## Saturday, 2 February 2013

### Why Marginal cost curve crosses the Average Total Cost curve and the Average Variable Cost curve at their minimum point.

Refer to figure 1 given below.

fig 1

All the data is taken from the chart in the blog on "Why the profit is maximised when the marginal cost curve crosses the marginal revenue curve"

Facts to consider

1. Average total cost curve is a plot of the average total costs for all the different quantities starting from zero production. The X axis is the quantity, and the Y axis is the ATC. This curve first slopes downward, then reaches a bottom and then slopes upward.

2. Average variable cost curve has the same characteristics of the ATC curve, but always stays below the ATC curve at all the points. The difference between the values of the curves is the fixed cost.

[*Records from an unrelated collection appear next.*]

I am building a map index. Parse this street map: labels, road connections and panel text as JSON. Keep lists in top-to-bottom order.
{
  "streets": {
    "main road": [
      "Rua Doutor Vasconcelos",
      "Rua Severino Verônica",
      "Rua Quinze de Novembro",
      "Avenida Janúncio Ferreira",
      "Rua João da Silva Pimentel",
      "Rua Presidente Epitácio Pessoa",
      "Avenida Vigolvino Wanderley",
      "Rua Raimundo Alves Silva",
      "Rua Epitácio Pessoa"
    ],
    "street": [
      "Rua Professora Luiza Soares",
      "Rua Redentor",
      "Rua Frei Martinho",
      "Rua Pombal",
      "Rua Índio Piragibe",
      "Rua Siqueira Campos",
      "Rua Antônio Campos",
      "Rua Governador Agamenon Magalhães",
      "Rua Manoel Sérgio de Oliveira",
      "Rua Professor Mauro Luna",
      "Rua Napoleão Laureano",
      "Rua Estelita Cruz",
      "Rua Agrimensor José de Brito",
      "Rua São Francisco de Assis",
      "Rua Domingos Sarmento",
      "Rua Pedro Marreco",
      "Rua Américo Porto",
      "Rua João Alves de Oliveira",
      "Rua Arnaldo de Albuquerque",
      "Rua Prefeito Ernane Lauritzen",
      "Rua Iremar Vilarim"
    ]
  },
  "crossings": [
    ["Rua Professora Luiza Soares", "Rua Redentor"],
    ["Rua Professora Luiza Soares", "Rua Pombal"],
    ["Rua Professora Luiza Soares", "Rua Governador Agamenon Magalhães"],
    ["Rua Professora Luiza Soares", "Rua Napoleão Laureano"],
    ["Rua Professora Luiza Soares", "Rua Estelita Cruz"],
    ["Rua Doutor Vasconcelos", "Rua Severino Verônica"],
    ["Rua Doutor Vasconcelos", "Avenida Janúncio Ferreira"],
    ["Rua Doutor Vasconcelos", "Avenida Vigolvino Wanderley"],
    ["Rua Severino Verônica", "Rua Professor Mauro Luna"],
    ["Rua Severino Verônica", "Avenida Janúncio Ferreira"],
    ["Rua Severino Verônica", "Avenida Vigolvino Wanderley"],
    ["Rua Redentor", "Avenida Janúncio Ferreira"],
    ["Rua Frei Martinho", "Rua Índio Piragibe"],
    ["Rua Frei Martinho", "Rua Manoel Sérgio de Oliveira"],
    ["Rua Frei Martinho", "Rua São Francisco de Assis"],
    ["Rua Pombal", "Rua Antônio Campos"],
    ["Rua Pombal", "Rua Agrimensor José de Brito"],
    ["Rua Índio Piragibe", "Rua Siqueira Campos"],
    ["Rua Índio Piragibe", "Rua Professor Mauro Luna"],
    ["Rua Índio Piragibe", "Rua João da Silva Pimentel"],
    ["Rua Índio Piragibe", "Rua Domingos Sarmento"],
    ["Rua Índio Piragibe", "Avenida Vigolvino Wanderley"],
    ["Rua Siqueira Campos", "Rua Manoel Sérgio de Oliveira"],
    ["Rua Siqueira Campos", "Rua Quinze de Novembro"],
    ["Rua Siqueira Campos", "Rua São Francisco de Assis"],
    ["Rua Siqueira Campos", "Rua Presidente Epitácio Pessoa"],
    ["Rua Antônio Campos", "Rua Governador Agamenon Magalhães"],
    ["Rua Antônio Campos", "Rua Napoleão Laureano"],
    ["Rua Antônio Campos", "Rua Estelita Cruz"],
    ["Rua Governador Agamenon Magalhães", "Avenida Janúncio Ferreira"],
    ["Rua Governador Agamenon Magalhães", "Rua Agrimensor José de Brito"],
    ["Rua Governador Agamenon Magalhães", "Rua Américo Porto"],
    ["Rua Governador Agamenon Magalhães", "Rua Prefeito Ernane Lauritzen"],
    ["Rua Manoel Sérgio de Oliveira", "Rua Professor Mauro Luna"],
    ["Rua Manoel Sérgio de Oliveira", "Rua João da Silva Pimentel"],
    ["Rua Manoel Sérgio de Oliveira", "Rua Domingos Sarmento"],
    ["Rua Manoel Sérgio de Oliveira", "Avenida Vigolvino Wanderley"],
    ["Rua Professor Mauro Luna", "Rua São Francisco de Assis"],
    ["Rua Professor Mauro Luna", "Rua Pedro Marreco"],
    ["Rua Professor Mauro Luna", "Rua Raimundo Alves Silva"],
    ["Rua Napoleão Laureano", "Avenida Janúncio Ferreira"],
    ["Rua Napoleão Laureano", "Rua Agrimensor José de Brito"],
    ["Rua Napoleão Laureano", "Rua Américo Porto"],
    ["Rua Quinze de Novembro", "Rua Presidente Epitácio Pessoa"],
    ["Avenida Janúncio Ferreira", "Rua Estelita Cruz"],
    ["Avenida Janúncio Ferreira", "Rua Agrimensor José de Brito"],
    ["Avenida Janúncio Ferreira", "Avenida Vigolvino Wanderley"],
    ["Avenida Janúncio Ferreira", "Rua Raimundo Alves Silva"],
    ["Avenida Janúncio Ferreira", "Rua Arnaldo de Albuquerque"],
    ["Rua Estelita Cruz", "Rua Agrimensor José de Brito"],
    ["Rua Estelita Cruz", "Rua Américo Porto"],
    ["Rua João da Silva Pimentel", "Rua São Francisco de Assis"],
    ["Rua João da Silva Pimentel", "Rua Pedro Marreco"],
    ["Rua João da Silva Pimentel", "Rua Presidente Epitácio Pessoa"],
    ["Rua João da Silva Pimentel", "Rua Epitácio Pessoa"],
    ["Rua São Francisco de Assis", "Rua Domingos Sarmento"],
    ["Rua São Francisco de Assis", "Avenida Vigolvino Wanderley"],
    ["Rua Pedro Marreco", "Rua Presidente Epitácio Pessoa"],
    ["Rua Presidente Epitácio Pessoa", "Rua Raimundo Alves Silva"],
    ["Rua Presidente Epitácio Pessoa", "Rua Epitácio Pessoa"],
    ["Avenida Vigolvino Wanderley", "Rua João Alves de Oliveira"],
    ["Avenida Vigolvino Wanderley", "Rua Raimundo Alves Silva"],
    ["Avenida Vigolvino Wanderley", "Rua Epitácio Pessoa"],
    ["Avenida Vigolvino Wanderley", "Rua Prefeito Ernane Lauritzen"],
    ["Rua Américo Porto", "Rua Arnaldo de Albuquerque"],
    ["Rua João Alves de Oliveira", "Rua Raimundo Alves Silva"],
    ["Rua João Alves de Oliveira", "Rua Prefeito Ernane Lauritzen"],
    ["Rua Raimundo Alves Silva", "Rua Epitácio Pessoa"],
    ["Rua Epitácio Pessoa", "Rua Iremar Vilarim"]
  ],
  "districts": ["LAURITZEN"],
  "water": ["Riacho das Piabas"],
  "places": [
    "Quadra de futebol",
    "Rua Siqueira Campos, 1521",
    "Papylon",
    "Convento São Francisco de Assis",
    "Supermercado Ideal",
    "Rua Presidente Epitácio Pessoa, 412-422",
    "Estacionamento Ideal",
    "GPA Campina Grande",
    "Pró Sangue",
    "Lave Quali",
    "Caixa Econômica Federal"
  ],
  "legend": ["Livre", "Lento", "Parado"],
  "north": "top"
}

3. Since all the three curves has quantity in the x axis, all of them can be drawn together. The MC curve also first slopes downward, reaches a bottom and then starts sloping upward. The MC curve first crosses the AVC curve and then the ATC curve at their respective bottoms. Refer to a standard text on the problem.

TC       :                   Total cost
dTC     :                  Change in total cost
VC      :                   Variable cost
ATC    :                  Average total cost; AC is the average cost
dATC  :                  Change in ATC
AVC   :                  Average variable cost; VC is the variable cost
dAVC :                   Change in AVC
FC      :                   Fixed Cost.
Q        :                  Quantity.
dQ      :                  Change in Quantity.
MC     :                  Marginal cost.
MC    =                 dTC/dQ
TC     =                  VC + FC
dTC   =                  dVC+dFC

But since FC is the fixed cost and by definition does not change, dFC = 0

So dTC=dVC

So MC = dVC/dQ

This means that marginal cost, which is the change in total cost per unit of quantity is actualy caused by the change in variable cost only. Now here the question is why the marginal cost curve crosses the Average total cost curve and the Average variable cost curve at their respective bottoms.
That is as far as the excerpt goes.